I ran into an interesting SQL problem today and while I came up with a solution that works I doubt it's the best or most efficient answer. I defer to the experts here - help me learn something and improve my query! RDBMS is SQL Server 2008 R2, query is part of an SSRS report that will run against about 100,000 rows.

Essentially I have a list of IDs that could have multiple values associated with them, the values being Yes, No, or some other string. For ID x, if any of the values are a Yes, x should be Yes, if they are all No, it should be No, if they contain any other values but yes and no, display that value.
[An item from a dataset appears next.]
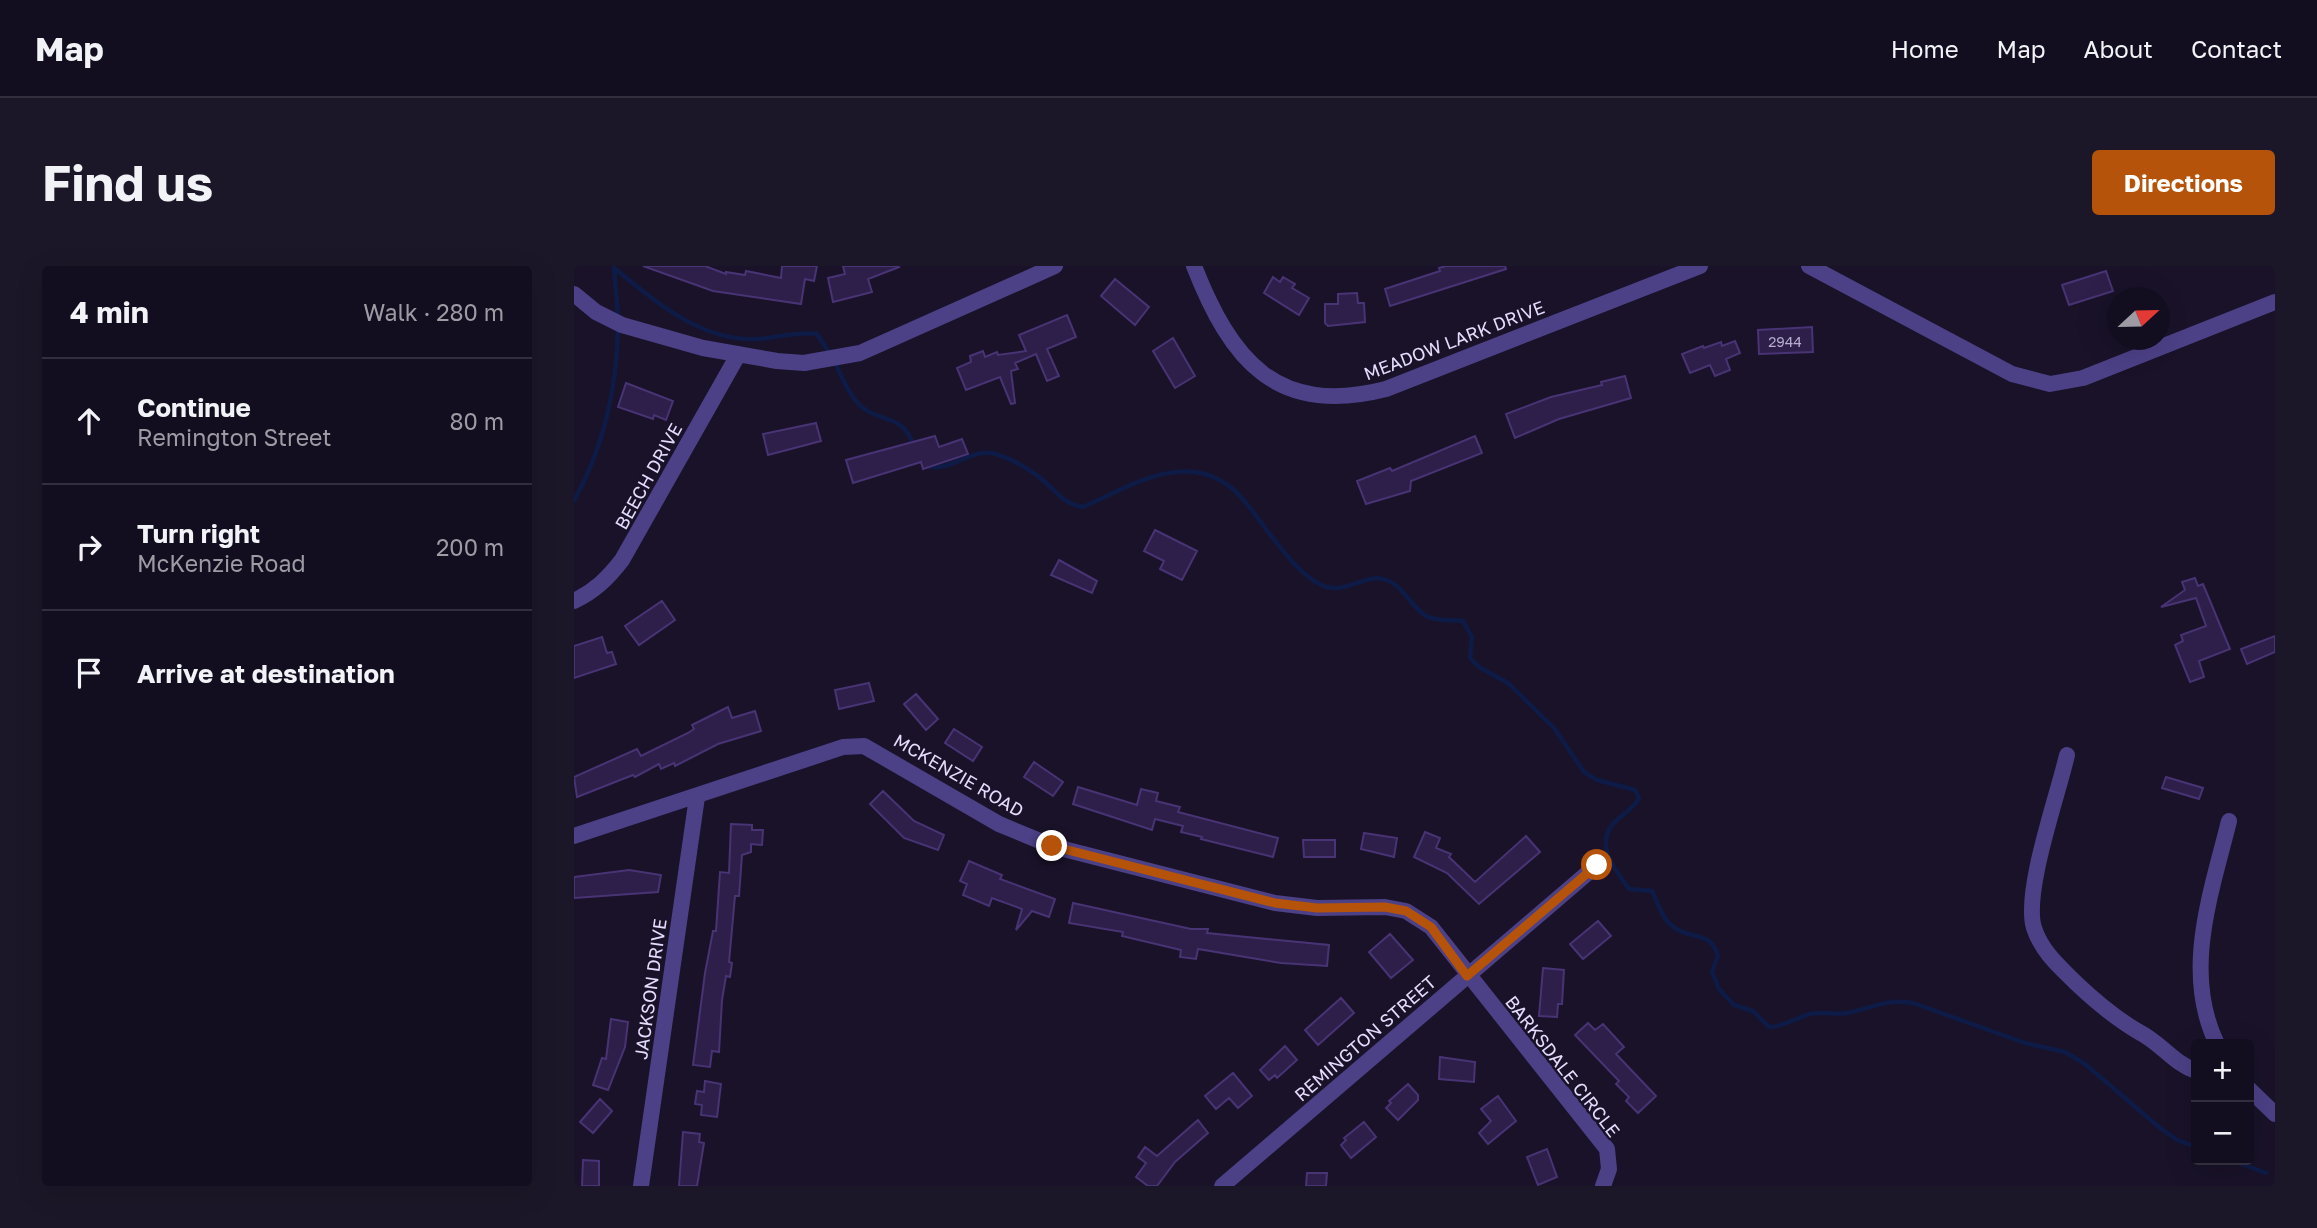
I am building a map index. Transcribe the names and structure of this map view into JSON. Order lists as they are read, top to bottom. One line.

I only want to return 1 row per ID, no duplicates.

The simplified version and test case:

DECLARE @tempTable table ( ID int, Val varchar(1) )

INSERT INTO @tempTable ( ID, Val ) VALUES ( 10, 'Y')
INSERT INTO @tempTable ( ID, Val ) VALUES ( 11, 'N')
INSERT INTO @tempTable ( ID, Val ) VALUES ( 11, 'N')
INSERT INTO @tempTable ( ID, Val ) VALUES ( 12, 'Y')
INSERT INTO @tempTable ( ID, Val ) VALUES ( 12, 'Y')
INSERT INTO @tempTable ( ID, Val ) VALUES ( 12, 'Y')
INSERT INTO @tempTable ( ID, Val ) VALUES ( 13, 'N')
INSERT INTO @tempTable ( ID, Val ) VALUES ( 14, 'Y')
INSERT INTO @tempTable ( ID, Val ) VALUES ( 14, 'N')
INSERT INTO @tempTable ( ID, Val ) VALUES ( 15, 'Y')
INSERT INTO @tempTable ( ID, Val ) VALUES ( 16, 'Y')
INSERT INTO @tempTable ( ID, Val ) VALUES ( 17, 'F')
INSERT INTO @tempTable ( ID, Val ) VALUES ( 18, 'P')


SELECT DISTINCT t.ID, COALESCE(t2.Val, t3.Val, t4.Val)
FROM @tempTable t
LEFT JOIN
(
    SELECT ID, Val
    FROM @tempTable
    WHERE Val = 'Y'
) t2 ON t.ID = t2.ID
LEFT JOIN
(
    SELECT 
    ID, Val FROM @tempTable
    WHERE Val = 'N'
) t3 ON t.ID = t3.ID
LEFT JOIN
(
    SELECT ID, Val
    FROM @tempTable
    WHERE Val <> 'Y' AND Val <> 'N'
) t4 ON t.ID = t4.ID

Thanks in advance.

like image 909
eSamuel Avatar asked Dec 17 '22 10:12

eSamuel


1 Answers

Let's answer an easier problem: for each id, get the Val which is last in the alphabet. This will work if Y and N are the only values. And the query is much simpler:

SELECT t.ID, MAX(t.Val) FROM t GROUP BY t.ID;

So, reduce your case to the simple case. Use an enum (if your DB supports it) or break the value codes into another table with a collation column (in this case, you could have 1 for Y, 2 for N, and 999 for all other possible values, and you want the smallest). Then

SELECT ID, c.Val FROM
     (SELECT t.ID, MIN(codes.collation) AS mx
      FROM t join codes on t.Val = codes.Val GROUP BY t.ID) AS q
JOIN codes c ON mx=c.collation;

Here codes has two columns, Val and Collation.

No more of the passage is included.